2. Ascertaining the differences between the prior art and the claims at issue.
3. Resolving the level of ordinary skill in the pertinent art.
4. Considering objective evidence present in the application indicating obviousness or nonobviousness.
This application currently names joint inventors. In considering patentability of the claims the examiner presumes that the subject matter of the various claims was commonly owned as of the effective filing date of the claimed invention(s) absent any evidence to the contrary. Applicant is advised of the obligation under 37 CFR 1.56 to point out the inventor and effective filing dates of each claim that was not commonly owned as of the effective filing date of the later invention in order for the examiner to consider the applicability of 35 U.S.C. 102(b)(2)(C) for any potential 35 U.S.C. 102(a)(2) prior art against the later invention.
Claim(s) 16-20 is/are rejected under 35 U.S.C. 103 as being unpatentable over K M et al. (2025/0030795).
Regarding claim 16:
K M discloses a system and method for an apparatus (figures; abstract; para 129,135) comprising:
one or more processors (para 24, 88-90; figures); and a memory (para 69,84, 88, 93) communicatively coupled to the one or more processors, wherein the memory comprises instructions that, when executed by the one or more processors (para 24,84,86,91,96), cause the one or more processors to perform operations comprising:
analyzing first audio data provided via a first device and second audio data provided via a second device during a call session between the first device and the second device (para 4,11,12 [telephonic conversations]; figures; para 46, {Caller A may engage in a telephonic conversation with a Caller B}; para 47; para 49-55 [voice data]; para 46,49,54; para 49 {during a telephonic conversation}; para 88);
identifying an intent of a first user of the first device is associated with soliciting sensitive information from a second user of the second device (para 47 {detecting and/or flagging data within a conversation that is deemed to be sensitive or confidential…caller asks for information…}; para 51; figs; para 52-58; para 54 {extracting an intent from text data…}; para 113-116,128); and
modifying the first audio data and/or the second audio data in response to failing to verify the identity of the first user via the authentication process (para 10 [intersect]; para 45,47,64; see figures; para 63 {intersecting the voice data may include preventing a transmission of the voice data… involve pausing the voice data stream, muting the microphone on the user's device, replacing the sensitive segment of the audio with an obscuring sound}; and see throughout the disclosure).
K M discloses all of the subject matter as described above, except for specifically teaching attempting to verify an identity of the first user via an authentication process in response to identifying the intent of the first user is associated with soliciting sensitive information from the second user.
However, K M further discloses, identification and prevention of sensitive information exposure that serve as a form of authentication to identify an individual, unauthorized disclosure could lead to security breaches such as unauthorized system access or data theft (see para 45, and throughout).
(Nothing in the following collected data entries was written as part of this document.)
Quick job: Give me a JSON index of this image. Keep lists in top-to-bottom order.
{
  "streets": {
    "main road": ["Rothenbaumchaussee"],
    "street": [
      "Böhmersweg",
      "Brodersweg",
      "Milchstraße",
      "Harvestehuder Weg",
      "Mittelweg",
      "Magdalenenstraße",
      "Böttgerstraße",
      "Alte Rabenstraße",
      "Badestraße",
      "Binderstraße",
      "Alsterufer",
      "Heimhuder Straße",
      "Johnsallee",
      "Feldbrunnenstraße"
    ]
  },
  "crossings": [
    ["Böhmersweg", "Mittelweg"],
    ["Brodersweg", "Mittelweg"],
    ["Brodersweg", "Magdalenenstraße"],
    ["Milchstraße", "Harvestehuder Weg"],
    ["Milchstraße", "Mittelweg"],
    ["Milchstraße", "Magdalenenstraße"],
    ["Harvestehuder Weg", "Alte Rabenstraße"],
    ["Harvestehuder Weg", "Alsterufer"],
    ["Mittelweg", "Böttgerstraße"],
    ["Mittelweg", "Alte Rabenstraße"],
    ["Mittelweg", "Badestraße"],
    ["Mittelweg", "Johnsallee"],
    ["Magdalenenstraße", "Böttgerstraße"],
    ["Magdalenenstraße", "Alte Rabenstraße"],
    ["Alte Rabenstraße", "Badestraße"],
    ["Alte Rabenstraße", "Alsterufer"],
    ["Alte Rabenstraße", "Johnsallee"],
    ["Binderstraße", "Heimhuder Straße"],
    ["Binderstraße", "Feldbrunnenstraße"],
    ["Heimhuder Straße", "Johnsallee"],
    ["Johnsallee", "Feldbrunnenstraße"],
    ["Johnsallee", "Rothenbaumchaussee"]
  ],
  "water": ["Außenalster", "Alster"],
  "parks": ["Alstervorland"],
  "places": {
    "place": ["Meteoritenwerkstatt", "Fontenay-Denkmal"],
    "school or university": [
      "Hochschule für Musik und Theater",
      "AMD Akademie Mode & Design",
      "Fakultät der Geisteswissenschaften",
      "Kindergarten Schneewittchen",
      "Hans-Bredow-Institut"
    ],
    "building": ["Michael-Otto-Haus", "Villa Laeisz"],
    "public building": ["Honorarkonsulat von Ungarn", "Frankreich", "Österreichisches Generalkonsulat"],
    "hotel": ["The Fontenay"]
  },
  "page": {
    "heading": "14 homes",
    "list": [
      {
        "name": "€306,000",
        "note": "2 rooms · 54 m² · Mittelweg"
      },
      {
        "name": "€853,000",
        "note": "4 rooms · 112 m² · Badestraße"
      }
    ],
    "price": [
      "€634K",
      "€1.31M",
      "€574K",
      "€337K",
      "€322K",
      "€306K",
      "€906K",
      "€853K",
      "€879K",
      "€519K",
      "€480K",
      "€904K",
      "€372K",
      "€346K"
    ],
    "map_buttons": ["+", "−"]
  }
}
Therefore, it would have been obvious to a person of ordinary skill in the art before the effective filing date of the claimed invention from teachings of K M that the prevention of sensitive information exposure unauthorized disclosure is obviously preventing unauthorized and unauthentic access to the sensitive information by modifying the data in order to prevent unauthorized exposure of personally identifiable information that could lead to privacy breaches, identity theft, or financial fraud.
Regarding claim 17:
K M discloses all of the subject matter as described above and wherein transmitting third audio data to the second device in response to identifying the intent of the first user is associated with soliciting sensitive information from the second user (para 2 {Voice phishing, also known as “vishing,” is a malicious activity ..disclosing their sensitive information over the phone}; see figures; para 42 {…with the intention to illicitly procure sensitive details… fraudulent activities}; para 65; para 73 {generating a risk warning … form of an audible alert, a visual signal}; para 120; and see throughout the disclosure).
Regarding claim 18:
K M discloses all of the subject matter as described above and receiving the first audio data provided via the first device for forwarding to the second device; and receiving the second audio data provided via the second device for forwarding to the first device (para 46 {Caller A may engage in a telephonic conversation with a Caller B}; para 46-49,54 [caller B, and receiver is related to second device and audio data]; para 49 {data transferred between a customer service representative (caller) and a customer (receiver)… during a telephonic conversation}; and throughout).
Regarding claim 19:
K M discloses all of the subject matter as described above and receiving the first audio data provided via the first device in parallel with the second device; and receiving the second audio data provided via the second device in parallel with the first device (para 46 {Caller A may engage in a telephonic conversation with a Caller B}, in phone call real-time data is essentially provided in parallel; and see throughout).
Regarding claim 20:
K M discloses all of the subject matter as described above and comprising the second device, wherein the second device comprises the one or more processors and the memory (para 46,49 [second device is B]; para 24,88-91 [processor, memory]; and see throughout the disclosure).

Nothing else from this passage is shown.